::: Supplied records :::
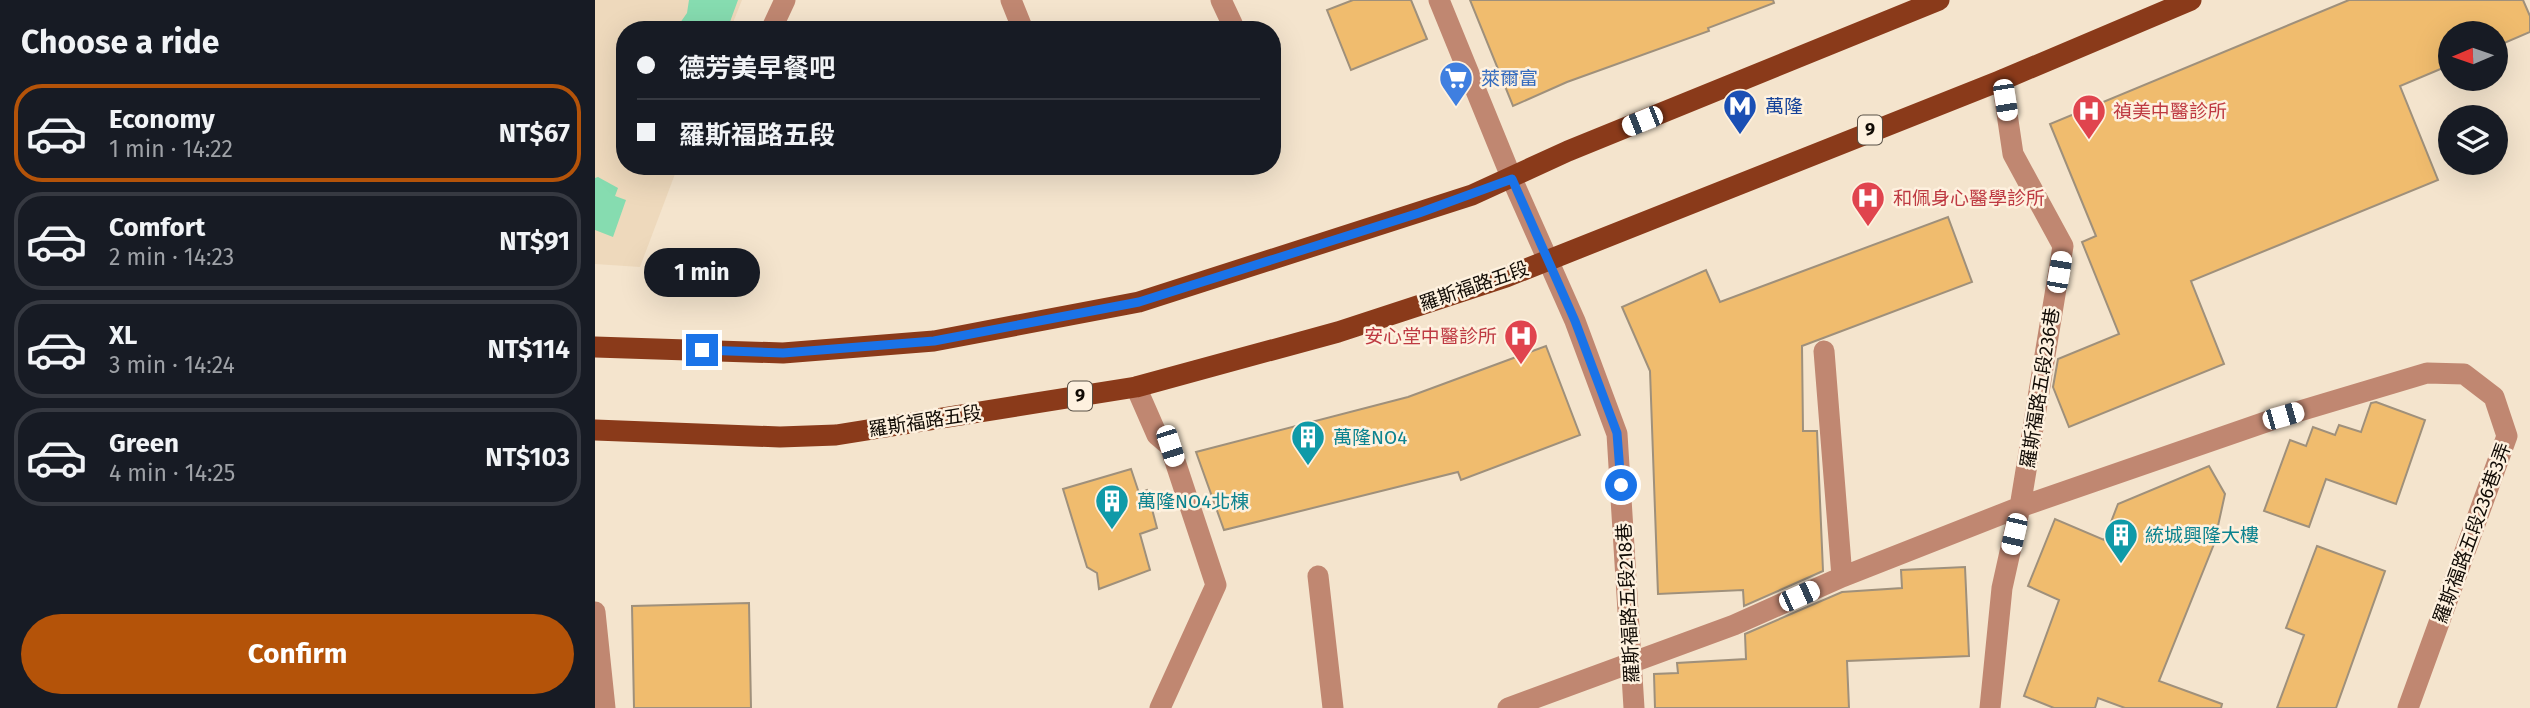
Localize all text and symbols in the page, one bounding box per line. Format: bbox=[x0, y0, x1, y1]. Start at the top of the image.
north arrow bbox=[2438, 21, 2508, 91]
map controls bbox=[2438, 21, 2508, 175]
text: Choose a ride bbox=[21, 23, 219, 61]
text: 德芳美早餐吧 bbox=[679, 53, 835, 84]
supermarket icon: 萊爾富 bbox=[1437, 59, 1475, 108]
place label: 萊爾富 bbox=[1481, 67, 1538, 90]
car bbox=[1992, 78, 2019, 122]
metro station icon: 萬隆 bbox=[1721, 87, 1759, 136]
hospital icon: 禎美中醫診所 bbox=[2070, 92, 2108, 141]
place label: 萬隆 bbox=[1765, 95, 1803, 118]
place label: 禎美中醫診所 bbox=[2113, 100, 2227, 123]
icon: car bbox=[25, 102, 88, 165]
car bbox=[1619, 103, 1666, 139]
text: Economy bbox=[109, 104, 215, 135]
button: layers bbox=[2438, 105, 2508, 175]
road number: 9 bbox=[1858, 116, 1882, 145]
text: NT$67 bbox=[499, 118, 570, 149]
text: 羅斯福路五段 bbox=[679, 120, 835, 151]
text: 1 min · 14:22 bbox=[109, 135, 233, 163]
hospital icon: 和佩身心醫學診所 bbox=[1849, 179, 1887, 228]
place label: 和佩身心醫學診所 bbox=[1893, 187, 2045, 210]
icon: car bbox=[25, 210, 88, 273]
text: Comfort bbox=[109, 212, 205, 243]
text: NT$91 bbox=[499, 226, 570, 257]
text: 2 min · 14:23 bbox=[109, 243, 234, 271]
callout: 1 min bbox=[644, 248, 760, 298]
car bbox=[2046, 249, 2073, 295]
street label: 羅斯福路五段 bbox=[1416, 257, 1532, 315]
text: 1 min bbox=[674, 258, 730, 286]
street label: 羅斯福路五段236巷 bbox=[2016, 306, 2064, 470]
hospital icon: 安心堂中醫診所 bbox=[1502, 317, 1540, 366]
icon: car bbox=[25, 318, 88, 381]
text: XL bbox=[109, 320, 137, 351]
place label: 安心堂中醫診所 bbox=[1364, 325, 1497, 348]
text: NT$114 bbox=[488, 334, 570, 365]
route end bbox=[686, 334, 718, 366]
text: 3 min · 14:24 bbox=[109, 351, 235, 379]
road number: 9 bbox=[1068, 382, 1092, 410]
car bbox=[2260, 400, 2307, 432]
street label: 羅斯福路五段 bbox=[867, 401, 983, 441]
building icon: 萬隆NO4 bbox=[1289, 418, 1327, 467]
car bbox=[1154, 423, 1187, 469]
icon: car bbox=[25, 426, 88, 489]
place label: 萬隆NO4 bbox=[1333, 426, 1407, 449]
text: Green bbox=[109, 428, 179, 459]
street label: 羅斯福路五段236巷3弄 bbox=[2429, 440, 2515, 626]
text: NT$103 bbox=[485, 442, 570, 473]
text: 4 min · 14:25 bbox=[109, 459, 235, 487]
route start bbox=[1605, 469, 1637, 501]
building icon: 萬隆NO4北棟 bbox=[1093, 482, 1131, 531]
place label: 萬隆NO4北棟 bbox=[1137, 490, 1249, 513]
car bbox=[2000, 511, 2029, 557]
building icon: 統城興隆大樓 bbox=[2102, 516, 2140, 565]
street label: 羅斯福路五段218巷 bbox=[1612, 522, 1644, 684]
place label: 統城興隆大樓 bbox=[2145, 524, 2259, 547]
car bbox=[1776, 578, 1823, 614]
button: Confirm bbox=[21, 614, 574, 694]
:::
Task to carry out: Wherever a line above includes the string "禎美中醫診所", count it; give only the final tally.

Solution for this task: 2